=== What the task asks ===
Check every line below for the word "anchor" and copy each one that has it.
** Data listing follows **
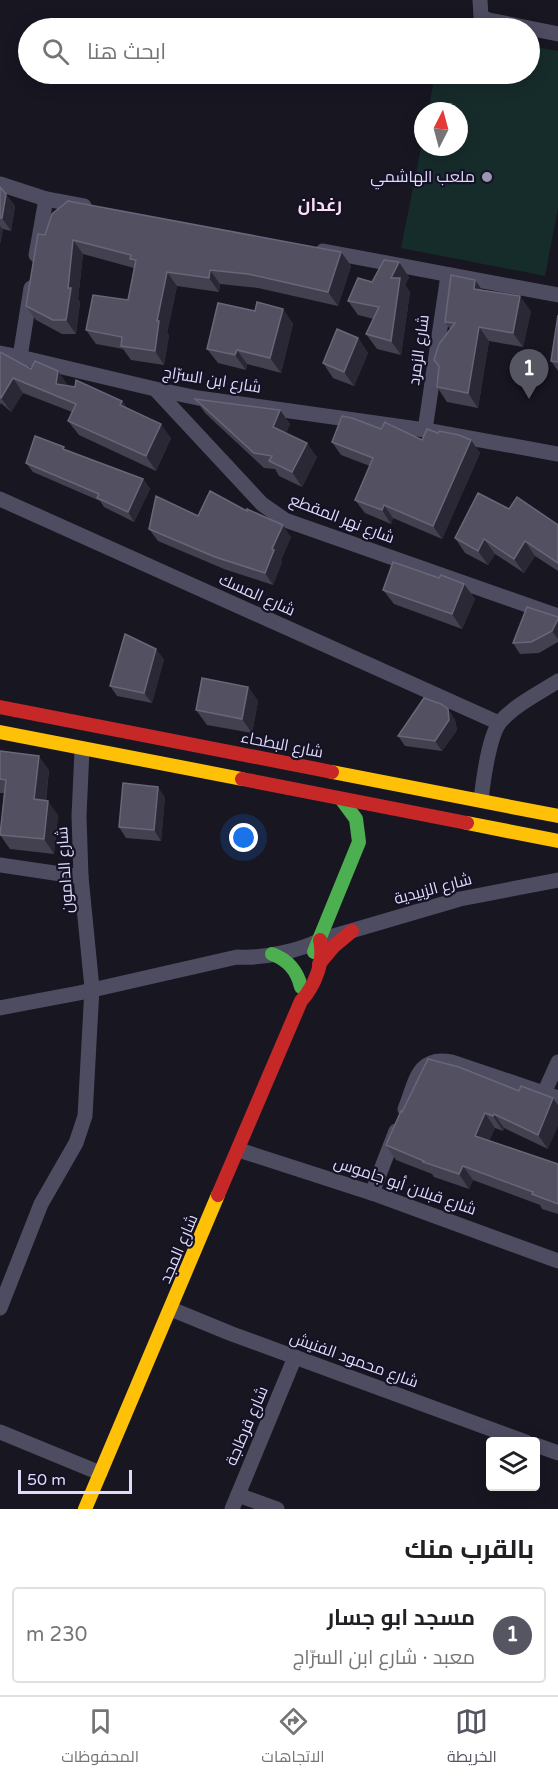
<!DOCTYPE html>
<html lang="ar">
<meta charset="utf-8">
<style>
:root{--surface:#fff;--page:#f2f2f2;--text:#202124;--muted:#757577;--line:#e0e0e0;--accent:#565663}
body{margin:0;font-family:"Varela Round",Cairo,sans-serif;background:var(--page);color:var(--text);direction:rtl}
.controls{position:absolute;right:18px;bottom:18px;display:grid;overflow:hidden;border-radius:6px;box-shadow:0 3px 15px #0003}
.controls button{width:54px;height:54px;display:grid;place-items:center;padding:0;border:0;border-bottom:2px solid var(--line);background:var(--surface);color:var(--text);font:30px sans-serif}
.compass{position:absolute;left:414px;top:102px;width:54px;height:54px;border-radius:50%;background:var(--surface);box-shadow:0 3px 15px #0003;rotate:6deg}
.scale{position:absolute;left:18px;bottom:15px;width:114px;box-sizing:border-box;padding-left:6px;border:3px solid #dedbfb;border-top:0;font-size:16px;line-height:21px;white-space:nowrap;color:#dedbfb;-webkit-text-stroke:4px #151225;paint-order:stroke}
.you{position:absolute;left:244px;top:838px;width:21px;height:21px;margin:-15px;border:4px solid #fff;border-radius:50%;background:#1a73e8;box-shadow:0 0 0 9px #1a73e833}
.badge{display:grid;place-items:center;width:39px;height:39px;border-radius:50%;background:var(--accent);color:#fff;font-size:20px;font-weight:700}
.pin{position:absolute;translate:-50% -50px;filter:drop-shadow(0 2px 3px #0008)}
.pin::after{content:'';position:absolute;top:32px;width:21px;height:18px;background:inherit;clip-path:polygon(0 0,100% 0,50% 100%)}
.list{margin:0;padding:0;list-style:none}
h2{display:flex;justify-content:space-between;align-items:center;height:78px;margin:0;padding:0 24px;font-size:26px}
h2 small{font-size:20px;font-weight:400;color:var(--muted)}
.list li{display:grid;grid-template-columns:39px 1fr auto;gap:18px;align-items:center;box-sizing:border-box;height:96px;margin:0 12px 12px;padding:0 12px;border:2px solid var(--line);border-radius:6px}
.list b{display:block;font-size:22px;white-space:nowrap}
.list p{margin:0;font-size:20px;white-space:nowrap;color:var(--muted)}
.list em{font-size:20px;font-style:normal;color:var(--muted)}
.icon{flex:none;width:33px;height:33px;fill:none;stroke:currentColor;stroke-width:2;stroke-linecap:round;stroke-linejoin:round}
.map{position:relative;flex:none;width:558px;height:1509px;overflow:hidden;direction:ltr}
.search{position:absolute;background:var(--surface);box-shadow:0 3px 15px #0003;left:18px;right:18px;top:18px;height:66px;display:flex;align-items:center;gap:15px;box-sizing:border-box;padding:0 21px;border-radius:33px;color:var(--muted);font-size:22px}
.sheet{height:186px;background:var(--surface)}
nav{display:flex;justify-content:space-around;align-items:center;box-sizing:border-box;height:84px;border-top:2px solid var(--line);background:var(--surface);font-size:16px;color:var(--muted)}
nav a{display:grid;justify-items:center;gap:3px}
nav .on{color:var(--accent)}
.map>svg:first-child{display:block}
</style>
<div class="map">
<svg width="558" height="1509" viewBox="0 0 558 1509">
<rect width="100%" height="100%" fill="#181621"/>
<path fill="#162c2b" d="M530 46 558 51V208L545 276 401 248 423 138V147H459V111H428L435 74H530Z"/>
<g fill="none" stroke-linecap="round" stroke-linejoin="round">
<g stroke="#4e4c61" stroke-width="15">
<path d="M480 0 481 17 489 20 558 34"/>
<path d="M0 184 46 199 84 206"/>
<path d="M323 251 558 295"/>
<path d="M36 255 46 199"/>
<path d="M31 288 20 357 155 389 198 398 425 430 558 454"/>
<path d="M0 353 20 357"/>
<path d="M155 389 262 504 285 520 558 616"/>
<path d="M425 430 448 275"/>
<path d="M0 499 499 723"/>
<path d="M481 800C483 782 489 736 500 722 515 705 539 693 558 681"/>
<path d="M0 865 81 877"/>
<path d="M0 1008 79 993 237 957C260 959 300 951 320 940L460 899 558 880"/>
<path d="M544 1093 558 1062"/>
<path d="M405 1109C416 1082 417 1055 452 1062L558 1098"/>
<path d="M239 1150 372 1193 558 1261"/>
<path d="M372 1193 396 1131"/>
<path d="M0 1308 41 1204 76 1143 85 1116 92 988 81 877 79 816 82 750"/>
<path d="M171 1309 232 1334 526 1442"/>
<path d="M0 1432 100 1473"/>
<path d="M536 1445 558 1453"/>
<path d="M238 1495 277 1509"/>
<path d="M232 1509 295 1357"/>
</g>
<g stroke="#4caf50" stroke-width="14">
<path d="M314 952 359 842 356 819 342 800"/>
<path d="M272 954C288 960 297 970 301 987"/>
</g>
<g stroke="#ffc107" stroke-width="14">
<path d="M0 732 242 779"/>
<path d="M332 772 558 816"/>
<path d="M467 823 558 841"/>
<path d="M85 1509 218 1195"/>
</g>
<g stroke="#c62828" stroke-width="14">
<path d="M0 707 332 772"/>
<path d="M242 779 467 823"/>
<path d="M319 964 334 946 352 931"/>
<path d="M218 1195 301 1001C315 986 325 960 320 940"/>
</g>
</g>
<g fill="#43404f">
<path d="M0 187 15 206 11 231 3 229 0 244Z"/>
<path d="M45 235 341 252 351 266 338 306 258 288 220 284 219 292 177 286 167 333 169 335 164 365 131 360 123 349 96 344 86 330 128 300 134 268 83 254 78 299 80 302 76 334H62L36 320 26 306Z"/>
<path d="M409 277 405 285 410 292 401 355 377 349 366 334 374 319 358 315 348 301 372 282Z"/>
<path d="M483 291 531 311 523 347 489 341 478 408 447 402 437 387 439 367 450 329 445 322Z"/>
<path d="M283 309 293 324 281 373 247 364 246 370 218 363 207 349 255 311Z"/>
<path d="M358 338 368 353 354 386 333 378 323 363Z"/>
<path d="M0 352 31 369 68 385V386L122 401 128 409 171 438 156 471 79 435 68 421 72 412 23 393 11 412 1 403 0 405Z"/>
<path d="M551 361 558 362V371Z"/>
<path d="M195 399 280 410 290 424 286 433 317 457 302 487 279 476 275 469 264 468 205 413Z"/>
<path d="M381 429 422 440 438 433 471 440 480 453 442 539 393 518 391 524 365 513 355 500 370 466 341 455 332 442Z"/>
<path d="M66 450 143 479 150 489 134 522 104 507 100 501 33 472 26 463Z"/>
<path d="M509 509 558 525V571L535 556 524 573 495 554 488 565 465 553 455 538Z"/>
<path d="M198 516 291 537 281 560 282 562 273 585 224 569 158 541 149 529Z"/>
<path d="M439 578 464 584 475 599 462 629 394 604 383 590Z"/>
<path d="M558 617V642L539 653 520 654 513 643Z"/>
<path d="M164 659 152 703 117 696 110 686Z"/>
<path d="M248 687 258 701 252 733 207 725 196 710Z"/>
<path d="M448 709 455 720 457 730 442 751 405 746 398 736Z"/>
<path d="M0 751 49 770 46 801 58 815 54 854 10 849 0 835 4 793H0Z"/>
<path d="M165 797 161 841 126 838 119 827Z"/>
<path d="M519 1091 548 1149 504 1128 503 1131 495 1128 489 1141 558 1164V1214L542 1209 540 1205 473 1180 469 1189 434 1177 432 1174 396 1160 386 1145 402 1112Z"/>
</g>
<g fill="#2b2835">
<path d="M6 194 15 206 11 231 2 218Z"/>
<path d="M0 226 3 229 0 244Z"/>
<path d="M73 240 83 254 78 299 80 302 76 334 66 320Z"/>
<path d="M341 252 351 266 338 306 328 292Z"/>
<path d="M399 262 409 277 405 285 410 292 401 355 391 341V278Z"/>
<path d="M210 270 220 284 219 292 209 278Z"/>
<path d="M167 272 177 286 167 333 169 335 164 365 155 351 157 321Z"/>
<path d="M475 280 485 294 474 289Z"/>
<path d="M520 296 531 311 523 347 513 333Z"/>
<path d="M283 309 293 324 281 373 270 358Z"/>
<path d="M479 327 489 341 478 408 468 393Z"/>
<path d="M358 338 368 353 354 386 344 372Z"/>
<path d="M237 350 247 364 246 370 235 355Z"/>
<path d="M58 371 68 385 66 398 56 384Z"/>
<path d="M13 378 23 393 11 412 1 398Z"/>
<path d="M122 401 132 415 120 405Z"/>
<path d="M280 410 290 424 283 441 273 427Z"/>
<path d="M161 424 171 438 156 471 146 456Z"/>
<path d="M471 440 480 453 442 539 433 526Z"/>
<path d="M307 443 317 457 302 487 292 472Z"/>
<path d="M143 479 150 489 134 522 128 512Z"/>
<path d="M384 505 393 518 391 524 382 510Z"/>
<path d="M283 525 291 537 281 560 282 562 273 585 265 573 272 549Z"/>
<path d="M484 539 495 554 488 565 478 551Z"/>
<path d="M525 541 535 556 524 573 514 559Z"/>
<path d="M464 584 475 599 462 629 452 614Z"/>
<path d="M558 619V639L552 631Z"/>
<path d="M156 649 164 659 152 703 144 693Z"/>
<path d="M248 687 258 701 252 733 242 719Z"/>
<path d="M448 709 455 720 457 730 442 751 435 741Z"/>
<path d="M39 756 49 770 44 814 34 799Z"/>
<path d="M158 787 165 797 161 841 154 830Z"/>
<path d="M48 801 58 815 54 854 44 839Z"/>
<path d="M553 1098 558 1105V1126L548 1149 538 1135Z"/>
<path d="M485 1113 495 1128 485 1151 475 1136Z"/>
<path d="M494 1114 504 1128 503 1131 493 1116Z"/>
<path d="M463 1166 473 1180 469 1189 459 1174Z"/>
</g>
<g fill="#535061" stroke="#69667a" stroke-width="1.5">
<path d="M0 187 6 194 2 218H0Z"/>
<path d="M68 201 341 252 328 292 248 274 210 270 209 278 167 272 157 321H159L155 351 121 346 122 337 86 330 93 295 128 300 136 260 130 259 131 255 73 240 68 288H71L66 320H53L26 306 38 234 45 235 52 214Z"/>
<path d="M384 260 399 262 391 278H400L391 341 366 334 379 307 348 301 358 278 372 282Z"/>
<path d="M451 275 475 280 474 289 520 296 513 333 479 327 468 393 437 387 439 366 434 360 439 344 455 323 445 322Z"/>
<path d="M257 302 283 309 270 358 237 350 235 355 207 349 218 303 255 311Z"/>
<path d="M558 315V362L551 361Z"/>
<path d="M337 329 358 338 344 372 323 363Z"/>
<path d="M0 352 31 369 35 361 58 371 56 384 75 387 76 380 122 401 120 405 161 424 146 456 68 421 76 404 13 378 1 398 0 397Z"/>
<path d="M195 399 280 410 273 427 307 443 292 472 269 461 272 456 254 453Z"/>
<path d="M342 416 352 418 381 429 385 422 386 423 422 440 427 429 438 433 439 431 459 435 471 440 433 526 384 505 382 510 355 500 373 458 332 442Z"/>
<path d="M35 436 64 447 63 449 143 479 128 512 97 498 99 494 26 463Z"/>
<path d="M210 491 247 511V509L283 525 272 549 274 550 265 573 215 557 149 529 156 496 198 516Z"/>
<path d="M478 493 509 509 517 497 558 525V563L525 541 514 559 484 539 478 551 455 538Z"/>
<path d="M393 562 439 578 441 575 464 584 452 614 383 590Z"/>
<path d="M527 607 558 617V619L552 631 531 642 513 643Z"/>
<path d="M125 634 156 649 144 693 110 686Z"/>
<path d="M202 678 248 687 242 719 196 710Z"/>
<path d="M424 698 441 704 448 709 449 720 435 741 398 736Z"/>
<path d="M0 751 39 756 34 799 48 801 44 839 0 835 6 780 0 779Z"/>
<path d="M123 783 158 787 154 830 119 827Z"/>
<path d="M428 1059 459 1067 519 1091 521 1086 553 1098 538 1135 494 1114 493 1116 485 1113 475 1136 558 1164V1204L532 1194 533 1192 463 1166 459 1174 423 1162 424 1161 386 1145 401 1111 402 1112Z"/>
</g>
<circle fill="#9996af" stroke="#151225" stroke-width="2" cx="487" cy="177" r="6"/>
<g text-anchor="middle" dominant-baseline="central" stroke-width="4.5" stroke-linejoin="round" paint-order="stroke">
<g font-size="16" fill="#dedbfb" stroke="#151225" text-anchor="end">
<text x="475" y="177">ملعب الهاشمي</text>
</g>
<g font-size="16" fill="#dedbfb" stroke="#151225">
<text transform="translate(419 350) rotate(-82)">شارع الزمرد</text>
<text transform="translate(212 380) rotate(9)">شارع ابن السرّاج</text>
<text transform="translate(342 519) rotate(21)">شارع نهر المقطع</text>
<text transform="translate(257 595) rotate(24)">شارع المسك</text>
<text transform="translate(282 745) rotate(11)">شارع البطحاء</text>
<text transform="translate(65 870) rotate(-94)">شارع الدامون</text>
<text transform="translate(433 889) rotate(-15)">شارع الزبيدية</text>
<text transform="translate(405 1186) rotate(19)">شارع قبلان أبو جاموس</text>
<text transform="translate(179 1249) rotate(-67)">شارع المجد</text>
<text transform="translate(354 1360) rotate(20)">شارع محمود الفنيش</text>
<text transform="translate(247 1426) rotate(-67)">شارع قرطاجة</text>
</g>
<g font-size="18" font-weight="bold" fill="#fbddf1" stroke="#151225">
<text x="320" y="205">رغدان</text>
</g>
</g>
</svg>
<div class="controls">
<button><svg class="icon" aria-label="layers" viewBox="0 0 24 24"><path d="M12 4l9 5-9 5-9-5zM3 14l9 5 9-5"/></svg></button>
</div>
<svg class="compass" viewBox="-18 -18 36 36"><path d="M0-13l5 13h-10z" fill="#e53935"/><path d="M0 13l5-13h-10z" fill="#757577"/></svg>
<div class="scale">50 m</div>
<div class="you"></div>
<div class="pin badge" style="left:529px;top:399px">1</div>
<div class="search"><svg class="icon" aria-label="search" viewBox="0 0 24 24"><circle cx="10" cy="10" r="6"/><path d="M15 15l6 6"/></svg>ابحث هنا</div>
</div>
<section class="sheet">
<h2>بالقرب منك<small></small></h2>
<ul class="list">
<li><span class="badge">1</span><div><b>مسجد ابو جسار</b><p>معبد · شارع ابن السرّاج</p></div><em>230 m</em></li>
</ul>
</section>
<nav>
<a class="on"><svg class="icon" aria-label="map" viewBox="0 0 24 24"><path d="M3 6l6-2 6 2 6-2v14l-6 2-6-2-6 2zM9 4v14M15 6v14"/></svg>الخريطة</a>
<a><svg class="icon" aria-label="directions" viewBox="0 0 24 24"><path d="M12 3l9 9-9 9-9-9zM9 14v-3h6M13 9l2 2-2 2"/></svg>الاتجاهات</a>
<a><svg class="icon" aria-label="saved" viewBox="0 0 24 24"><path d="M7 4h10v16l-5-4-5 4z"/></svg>المحفوظات</a>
</nav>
** End of Data listing **
=== Answer to this exercise ===
<g text-anchor="middle" dominant-baseline="central" stroke-width="4.5" stroke-linejoin="round" paint-order="stroke">
<g font-size="16" fill="#dedbfb" stroke="#151225" text-anchor="end">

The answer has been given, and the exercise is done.